• Requirement
Reproduce exactly, and only, the lines of the material below running from the line bearing "I am building" through the line bearing "Task: Give me". Leave any pictures out.

(Extracted information)

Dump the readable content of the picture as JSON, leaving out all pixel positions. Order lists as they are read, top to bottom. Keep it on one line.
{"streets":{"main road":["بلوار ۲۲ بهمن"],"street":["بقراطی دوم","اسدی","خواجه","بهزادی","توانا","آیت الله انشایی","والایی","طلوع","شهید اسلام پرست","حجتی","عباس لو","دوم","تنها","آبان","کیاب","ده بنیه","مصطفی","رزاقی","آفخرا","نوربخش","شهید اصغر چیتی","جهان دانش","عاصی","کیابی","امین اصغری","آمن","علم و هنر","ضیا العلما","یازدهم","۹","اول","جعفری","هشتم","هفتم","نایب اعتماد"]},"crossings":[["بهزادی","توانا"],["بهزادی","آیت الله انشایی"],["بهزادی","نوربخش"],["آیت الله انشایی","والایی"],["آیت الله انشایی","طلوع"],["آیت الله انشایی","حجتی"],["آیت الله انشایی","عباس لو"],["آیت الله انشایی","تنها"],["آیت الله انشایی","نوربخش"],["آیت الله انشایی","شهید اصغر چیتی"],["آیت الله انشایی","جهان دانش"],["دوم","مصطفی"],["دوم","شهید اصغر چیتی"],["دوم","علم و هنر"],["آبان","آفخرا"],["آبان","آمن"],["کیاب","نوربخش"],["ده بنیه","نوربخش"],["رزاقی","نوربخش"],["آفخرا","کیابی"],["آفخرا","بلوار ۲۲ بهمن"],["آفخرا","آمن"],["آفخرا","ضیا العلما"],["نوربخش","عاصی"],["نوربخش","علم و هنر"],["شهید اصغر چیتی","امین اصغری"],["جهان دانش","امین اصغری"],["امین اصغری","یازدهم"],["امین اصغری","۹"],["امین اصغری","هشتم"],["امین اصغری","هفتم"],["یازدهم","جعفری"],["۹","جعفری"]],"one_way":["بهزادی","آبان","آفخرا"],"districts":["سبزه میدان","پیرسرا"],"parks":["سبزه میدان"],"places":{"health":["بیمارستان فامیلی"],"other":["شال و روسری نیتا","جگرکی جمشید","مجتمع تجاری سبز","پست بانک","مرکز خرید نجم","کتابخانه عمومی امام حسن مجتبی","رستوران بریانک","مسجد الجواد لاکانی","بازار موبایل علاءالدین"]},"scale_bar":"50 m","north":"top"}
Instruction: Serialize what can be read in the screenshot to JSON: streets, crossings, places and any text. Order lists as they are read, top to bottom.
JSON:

(End Extracted information)
(Extracted information)

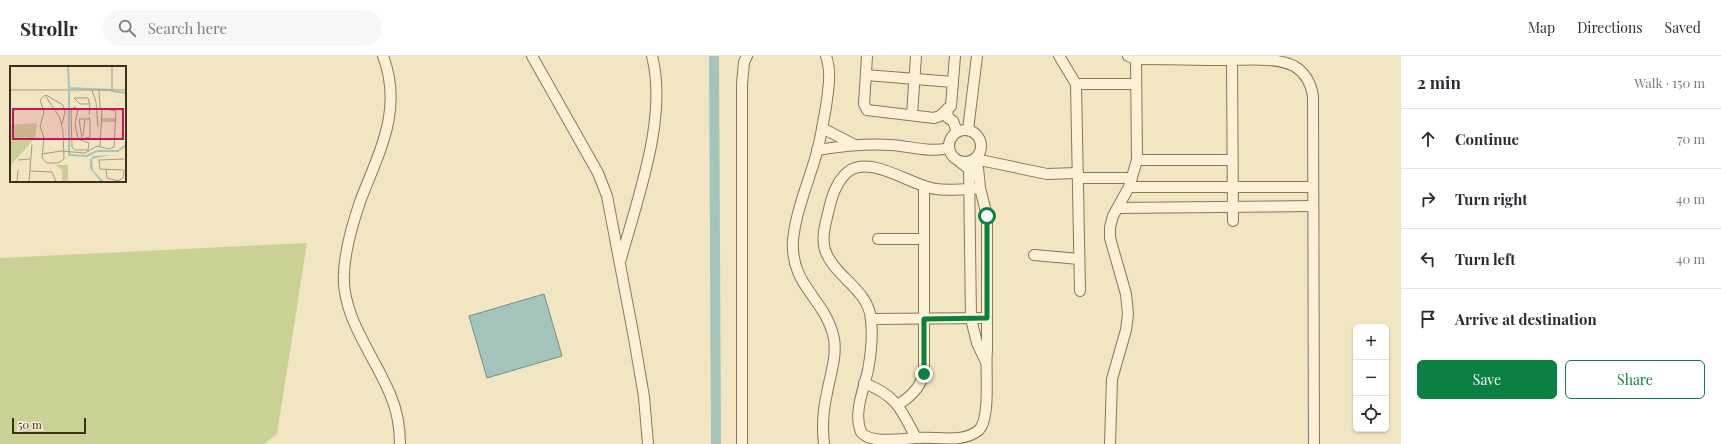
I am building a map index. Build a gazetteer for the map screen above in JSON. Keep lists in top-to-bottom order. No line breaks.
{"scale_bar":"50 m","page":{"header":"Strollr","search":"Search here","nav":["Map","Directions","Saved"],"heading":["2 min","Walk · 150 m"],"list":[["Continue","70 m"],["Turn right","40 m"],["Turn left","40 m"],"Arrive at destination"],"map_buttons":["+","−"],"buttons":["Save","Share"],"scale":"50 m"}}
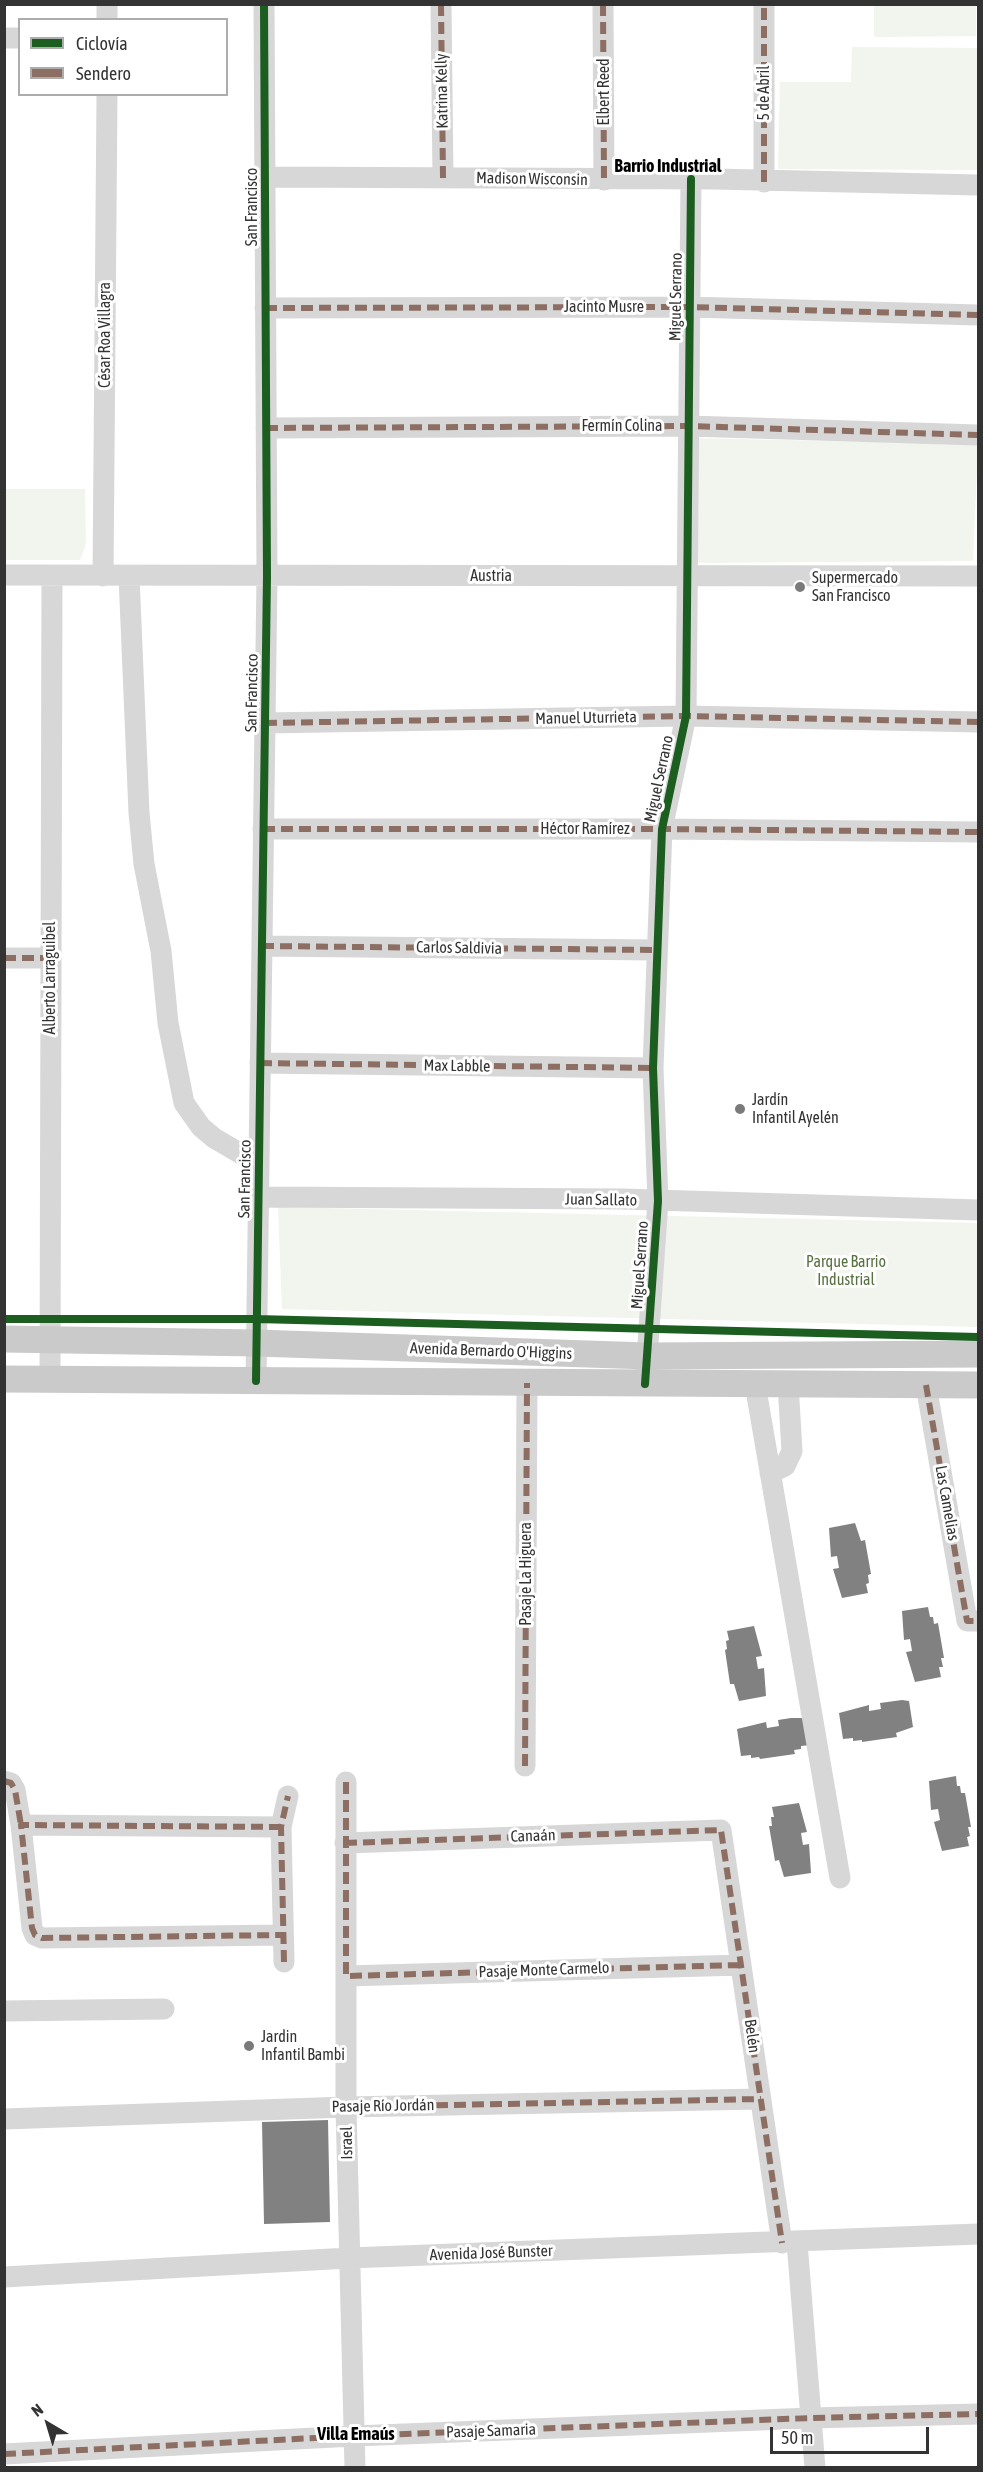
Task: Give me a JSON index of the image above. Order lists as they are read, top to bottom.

(End Extracted information)

• Written solution
I am building a map index. Build a gazetteer for the map screen above in JSON. Keep lists in top-to-bottom order. No line breaks.
{"scale_bar":"50 m","page":{"header":"Strollr","search":"Search here","nav":["Map","Directions","Saved"],"heading":["2 min","Walk · 150 m"],"list":[["Continue","70 m"],["Turn right","40 m"],["Turn left","40 m"],"Arrive at destination"],"map_buttons":["+","−"],"buttons":["Save","Share"],"scale":"50 m"}}
Task: Give me a JSON index of the image above. Order lists as they are read, top to bottom.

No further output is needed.